- [Task directions]:
Your task is to restate every entry below word for word and omit the images.

- [The records]:
§

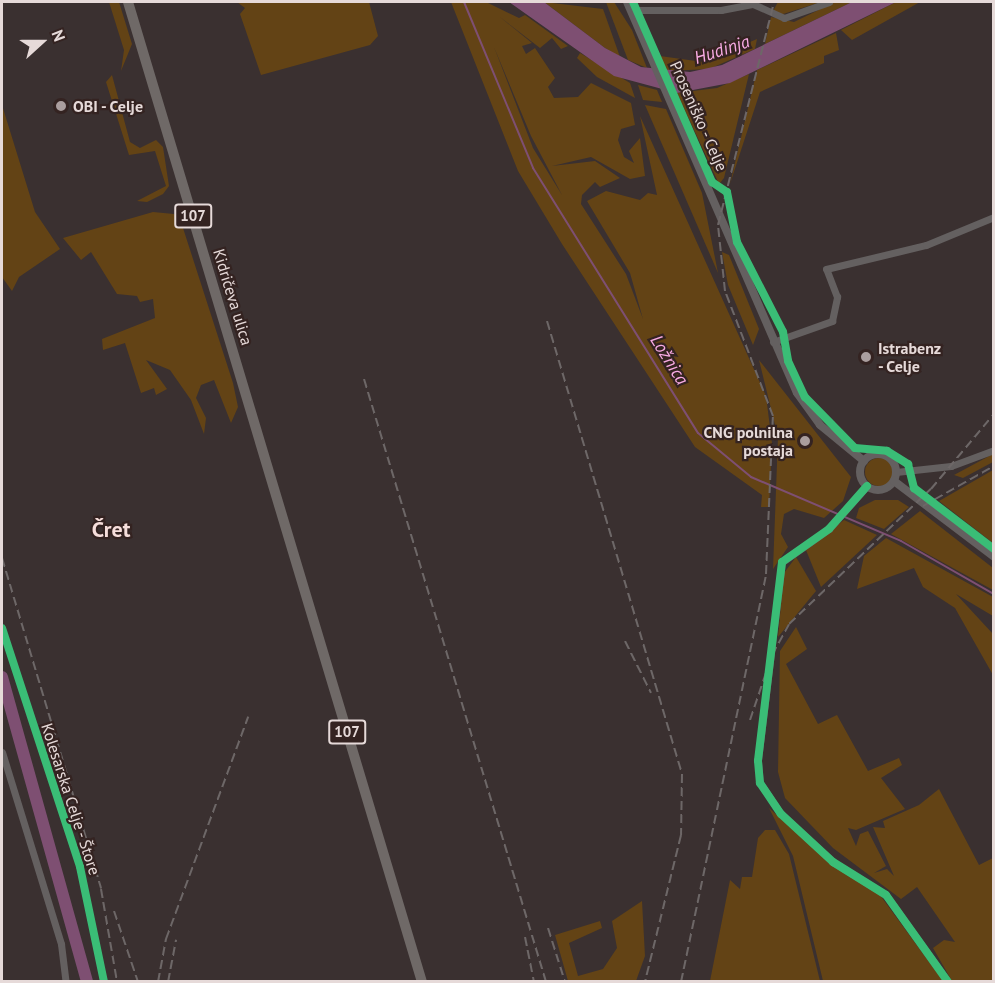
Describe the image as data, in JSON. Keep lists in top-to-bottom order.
{
  "streets": {
    "main road": ["107", "Kidričeva ulica"],
    "cycle path": ["Proseniško - Celje", "Kolesarska Celje - Štore"]
  },
  "districts": ["Čret"],
  "water": ["Hudinja", "Ložnica"],
  "places": ["OBI - Celje", "Istrabenz - Celje", "CNG polnilna postaja"],
  "north": "right"
}
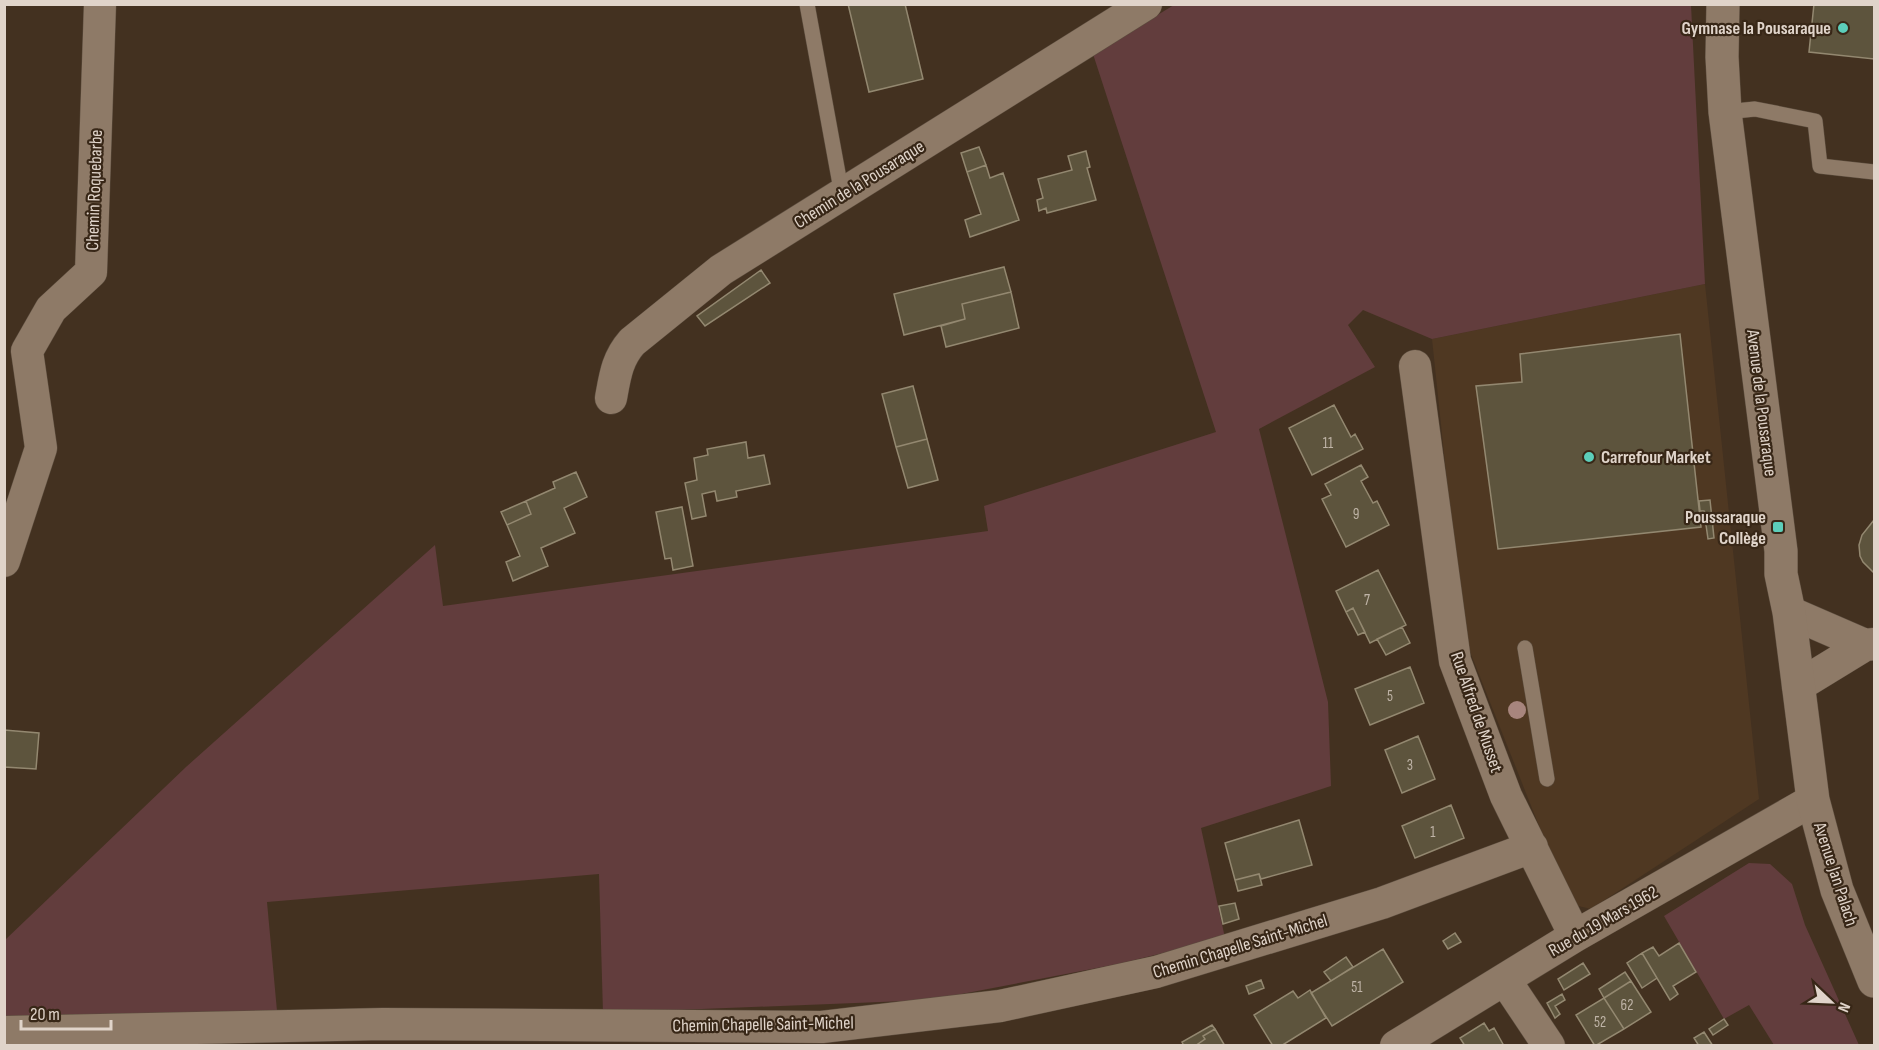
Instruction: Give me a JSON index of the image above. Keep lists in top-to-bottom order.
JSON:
{
  "streets": {
    "street": [
      "Chemin de la Pousaraque",
      "Chemin Roquebarbe",
      "Avenue de la Pousaraque",
      "Rue Alfred de Musset",
      "Avenue Jan Palach",
      "Rue du 19 Mars 1962",
      "Chemin Chapelle Saint-Michel"
    ]
  },
  "crossings": [
    ["Avenue de la Pousaraque", "Avenue Jan Palach"],
    ["Avenue de la Pousaraque", "Rue du 19 Mars 1962"],
    ["Rue Alfred de Musset", "Rue du 19 Mars 1962"],
    ["Rue Alfred de Musset", "Chemin Chapelle Saint-Michel"],
    ["Avenue Jan Palach", "Rue du 19 Mars 1962"]
  ],
  "places": {
    "other": ["Gymnase la Pousaraque", "Carrefour Market"],
    "transit": ["Poussaraque Collège"]
  },
  "house_numbers": [
    "11",
    "9",
    "7",
    "5",
    "3",
    "1",
    "51",
    "62",
    "52"
  ],
  "scale_bar": "20 m",
  "north": "bottom right"
}
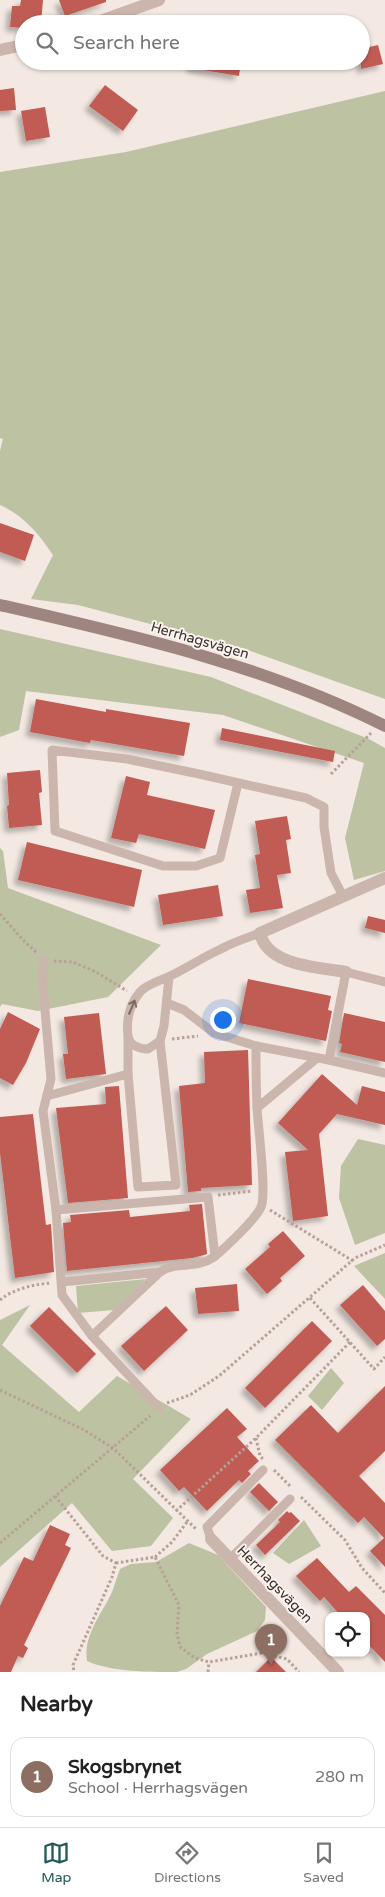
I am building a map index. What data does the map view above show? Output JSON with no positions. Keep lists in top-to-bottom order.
{
  "streets": {
    "street": ["Herrhagsvägen"]
  },
  "page": {
    "search": "Search here",
    "pins": "1",
    "heading": "Nearby",
    "list": [
      {
        "mark": "1",
        "name": "Skogsbrynet",
        "note": "School · Herrhagsvägen",
        "value": "280 m"
      }
    ],
    "nav": ["Map", "Directions", "Saved"]
  }
}
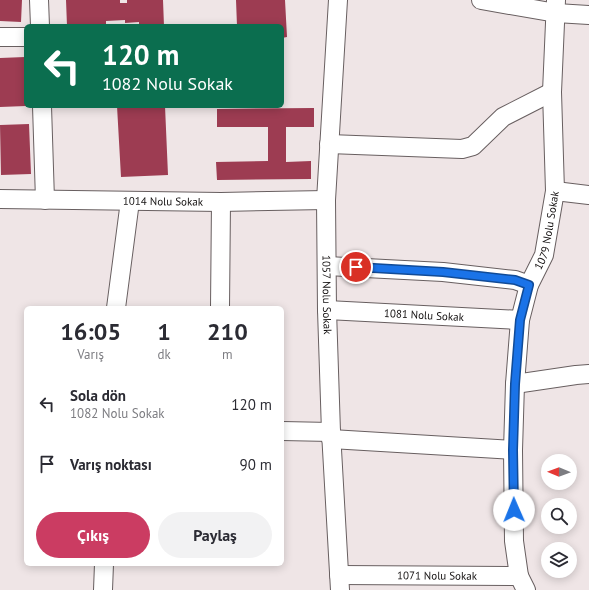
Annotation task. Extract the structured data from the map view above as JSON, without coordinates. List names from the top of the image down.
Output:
{
  "streets": {
    "street": [
      "1014 Nolu Sokak",
      "1079 Nolu Sokak",
      "1057 Nolu Sokak",
      "1081 Nolu Sokak",
      "1071 Nolu Sokak"
    ]
  },
  "crossings": [
    ["1014 Nolu Sokak", "1057 Nolu Sokak"],
    ["1079 Nolu Sokak", "1081 Nolu Sokak"],
    ["1079 Nolu Sokak", "1071 Nolu Sokak"],
    ["1057 Nolu Sokak", "1081 Nolu Sokak"],
    ["1057 Nolu Sokak", "1071 Nolu Sokak"]
  ],
  "north": "left",
  "page": {
    "turn": ["120 m", "1082 Nolu Sokak"],
    "eta": [
      "16:05",
      "Varış",
      "1",
      "dk",
      "210",
      "m"
    ],
    "list": [
      {
        "name": "Sola dön",
        "note": "1082 Nolu Sokak",
        "value": "120 m"
      },
      {
        "name": "Varış noktası",
        "value": "90 m"
      }
    ],
    "buttons": ["Çıkış", "Paylaş"]
  }
}
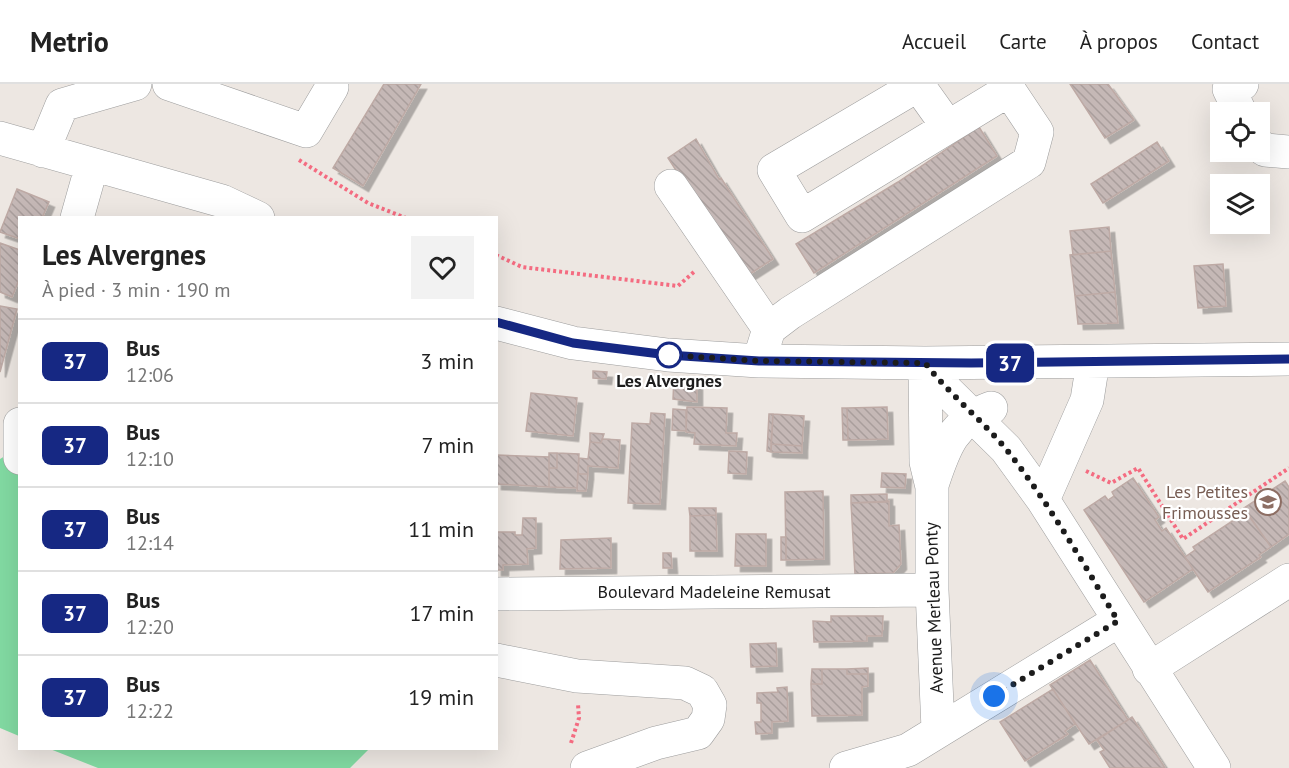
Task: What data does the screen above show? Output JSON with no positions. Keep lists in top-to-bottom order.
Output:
{
  "streets": {
    "street": ["Boulevard Madeleine Remusat", "Avenue Merleau Ponty"]
  },
  "crossings": [
    ["Boulevard Madeleine Remusat", "Avenue Merleau Ponty"]
  ],
  "places": {
    "other": ["Les Alvergnes"],
    "school or university": ["Les Petites Frimousses"]
  },
  "lines": ["bus line 37"],
  "page": {
    "header": "Metrio",
    "nav": [
      "Accueil",
      "Carte",
      "À propos",
      "Contact"
    ],
    "on_map": "37",
    "heading": ["Les Alvergnes", "À pied · 3 min · 190 m"],
    "list": [
      {
        "mark": "37",
        "name": "Bus",
        "note": "12:06",
        "value": "3 min"
      },
      {
        "mark": "37",
        "name": "Bus",
        "note": "12:10",
        "value": "7 min"
      },
      {
        "mark": "37",
        "name": "Bus",
        "note": "12:14",
        "value": "11 min"
      },
      {
        "mark": "37",
        "name": "Bus",
        "note": "12:20",
        "value": "17 min"
      },
      {
        "mark": "37",
        "name": "Bus",
        "note": "12:22",
        "value": "19 min"
      }
    ]
  }
}
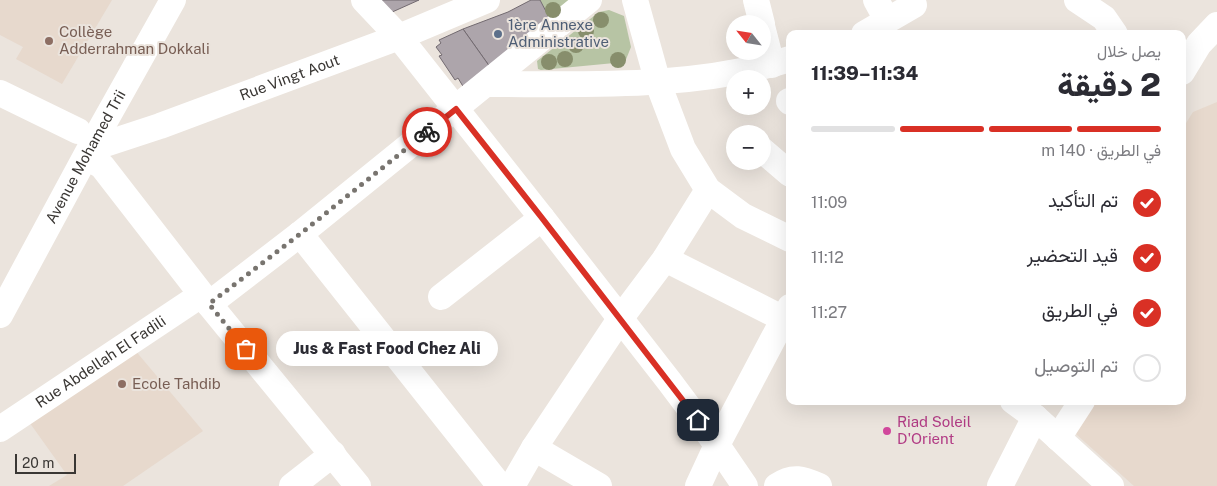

§

- [Result below]:
Describe the image as data, in JSON. Keep lists in top-to-bottom order.
{
  "streets": {
    "main road": ["107", "Kidričeva ulica"],
    "cycle path": ["Proseniško - Celje", "Kolesarska Celje - Štore"]
  },
  "districts": ["Čret"],
  "water": ["Hudinja", "Ložnica"],
  "places": ["OBI - Celje", "Istrabenz - Celje", "CNG polnilna postaja"],
  "north": "right"
}
Instruction: Give me a JSON index of the image above. Keep lists in top-to-bottom order.
JSON:
{
  "streets": {
    "street": [
      "Chemin de la Pousaraque",
      "Chemin Roquebarbe",
      "Avenue de la Pousaraque",
      "Rue Alfred de Musset",
      "Avenue Jan Palach",
      "Rue du 19 Mars 1962",
      "Chemin Chapelle Saint-Michel"
    ]
  },
  "crossings": [
    ["Avenue de la Pousaraque", "Avenue Jan Palach"],
    ["Avenue de la Pousaraque", "Rue du 19 Mars 1962"],
    ["Rue Alfred de Musset", "Rue du 19 Mars 1962"],
    ["Rue Alfred de Musset", "Chemin Chapelle Saint-Michel"],
    ["Avenue Jan Palach", "Rue du 19 Mars 1962"]
  ],
  "places": {
    "other": ["Gymnase la Pousaraque", "Carrefour Market"],
    "transit": ["Poussaraque Collège"]
  },
  "house_numbers": [
    "11",
    "9",
    "7",
    "5",
    "3",
    "1",
    "51",
    "62",
    "52"
  ],
  "scale_bar": "20 m",
  "north": "bottom right"
}
I am building a map index. What data does the map view above show? Output JSON with no positions. Keep lists in top-to-bottom order.
{
  "streets": {
    "street": ["Herrhagsvägen"]
  },
  "page": {
    "search": "Search here",
    "pins": "1",
    "heading": "Nearby",
    "list": [
      {
        "mark": "1",
        "name": "Skogsbrynet",
        "note": "School · Herrhagsvägen",
        "value": "280 m"
      }
    ],
    "nav": ["Map", "Directions", "Saved"]
  }
}
Annotation task. Extract the structured data from the map view above as JSON, without coordinates. List names from the top of the image down.
Output:
{
  "streets": {
    "street": [
      "1014 Nolu Sokak",
      "1079 Nolu Sokak",
      "1057 Nolu Sokak",
      "1081 Nolu Sokak",
      "1071 Nolu Sokak"
    ]
  },
  "crossings": [
    ["1014 Nolu Sokak", "1057 Nolu Sokak"],
    ["1079 Nolu Sokak", "1081 Nolu Sokak"],
    ["1079 Nolu Sokak", "1071 Nolu Sokak"],
    ["1057 Nolu Sokak", "1081 Nolu Sokak"],
    ["1057 Nolu Sokak", "1071 Nolu Sokak"]
  ],
  "north": "left",
  "page": {
    "turn": ["120 m", "1082 Nolu Sokak"],
    "eta": [
      "16:05",
      "Varış",
      "1",
      "dk",
      "210",
      "m"
    ],
    "list": [
      {
        "name": "Sola dön",
        "note": "1082 Nolu Sokak",
        "value": "120 m"
      },
      {
        "name": "Varış noktası",
        "value": "90 m"
      }
    ],
    "buttons": ["Çıkış", "Paylaş"]
  }
}
Task: What data does the screen above show? Output JSON with no positions. Keep lists in top-to-bottom order.
Output:
{
  "streets": {
    "street": ["Boulevard Madeleine Remusat", "Avenue Merleau Ponty"]
  },
  "crossings": [
    ["Boulevard Madeleine Remusat", "Avenue Merleau Ponty"]
  ],
  "places": {
    "other": ["Les Alvergnes"],
    "school or university": ["Les Petites Frimousses"]
  },
  "lines": ["bus line 37"],
  "page": {
    "header": "Metrio",
    "nav": [
      "Accueil",
      "Carte",
      "À propos",
      "Contact"
    ],
    "on_map": "37",
    "heading": ["Les Alvergnes", "À pied · 3 min · 190 m"],
    "list": [
      {
        "mark": "37",
        "name": "Bus",
        "note": "12:06",
        "value": "3 min"
      },
      {
        "mark": "37",
        "name": "Bus",
        "note": "12:10",
        "value": "7 min"
      },
      {
        "mark": "37",
        "name": "Bus",
        "note": "12:14",
        "value": "11 min"
      },
      {
        "mark": "37",
        "name": "Bus",
        "note": "12:20",
        "value": "17 min"
      },
      {
        "mark": "37",
        "name": "Bus",
        "note": "12:22",
        "value": "19 min"
      }
    ]
  }
}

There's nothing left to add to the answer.